------ Task data
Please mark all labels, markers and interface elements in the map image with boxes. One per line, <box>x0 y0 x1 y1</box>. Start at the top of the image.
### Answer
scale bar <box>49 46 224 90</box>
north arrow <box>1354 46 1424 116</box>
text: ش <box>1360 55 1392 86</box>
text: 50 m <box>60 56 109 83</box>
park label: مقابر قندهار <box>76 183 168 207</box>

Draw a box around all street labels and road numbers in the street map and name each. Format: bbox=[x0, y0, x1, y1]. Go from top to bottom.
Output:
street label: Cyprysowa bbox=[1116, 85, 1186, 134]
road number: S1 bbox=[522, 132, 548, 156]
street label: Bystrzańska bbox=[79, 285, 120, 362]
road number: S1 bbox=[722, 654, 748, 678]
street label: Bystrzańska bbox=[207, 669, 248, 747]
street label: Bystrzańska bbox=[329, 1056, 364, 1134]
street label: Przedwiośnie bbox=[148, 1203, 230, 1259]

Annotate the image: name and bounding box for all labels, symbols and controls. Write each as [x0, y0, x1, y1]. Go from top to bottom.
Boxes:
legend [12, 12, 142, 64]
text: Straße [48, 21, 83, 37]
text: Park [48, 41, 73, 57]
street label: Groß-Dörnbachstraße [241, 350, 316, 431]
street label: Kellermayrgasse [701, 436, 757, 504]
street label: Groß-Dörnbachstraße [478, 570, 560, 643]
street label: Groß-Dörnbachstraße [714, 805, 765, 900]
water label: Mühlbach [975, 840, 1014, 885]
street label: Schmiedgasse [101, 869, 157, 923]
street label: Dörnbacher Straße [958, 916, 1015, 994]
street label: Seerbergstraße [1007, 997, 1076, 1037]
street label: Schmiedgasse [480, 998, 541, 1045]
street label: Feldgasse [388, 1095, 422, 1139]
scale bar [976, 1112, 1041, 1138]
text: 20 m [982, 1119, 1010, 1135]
------------
Repeat exactly the lines from the first line of the records above through the line containing "Annotate the image: name", both included, and nothing else.

Answer box:
Please mark all labels, markers and interface elements in the map image with boxes. One per line, <box>x0 y0 x1 y1</box>. Start at the top of the image.
### Answer
scale bar <box>49 46 224 90</box>
north arrow <box>1354 46 1424 116</box>
text: ش <box>1360 55 1392 86</box>
text: 50 m <box>60 56 109 83</box>
park label: مقابر قندهار <box>76 183 168 207</box>

Draw a box around all street labels and road numbers in the street map and name each. Format: bbox=[x0, y0, x1, y1]. Go from top to bottom.
Output:
street label: Cyprysowa bbox=[1116, 85, 1186, 134]
road number: S1 bbox=[522, 132, 548, 156]
street label: Bystrzańska bbox=[79, 285, 120, 362]
road number: S1 bbox=[722, 654, 748, 678]
street label: Bystrzańska bbox=[207, 669, 248, 747]
street label: Bystrzańska bbox=[329, 1056, 364, 1134]
street label: Przedwiośnie bbox=[148, 1203, 230, 1259]

Annotate the image: name and bounding box for all labels, symbols and controls. Write each as [x0, y0, x1, y1]. Go from top to bottom.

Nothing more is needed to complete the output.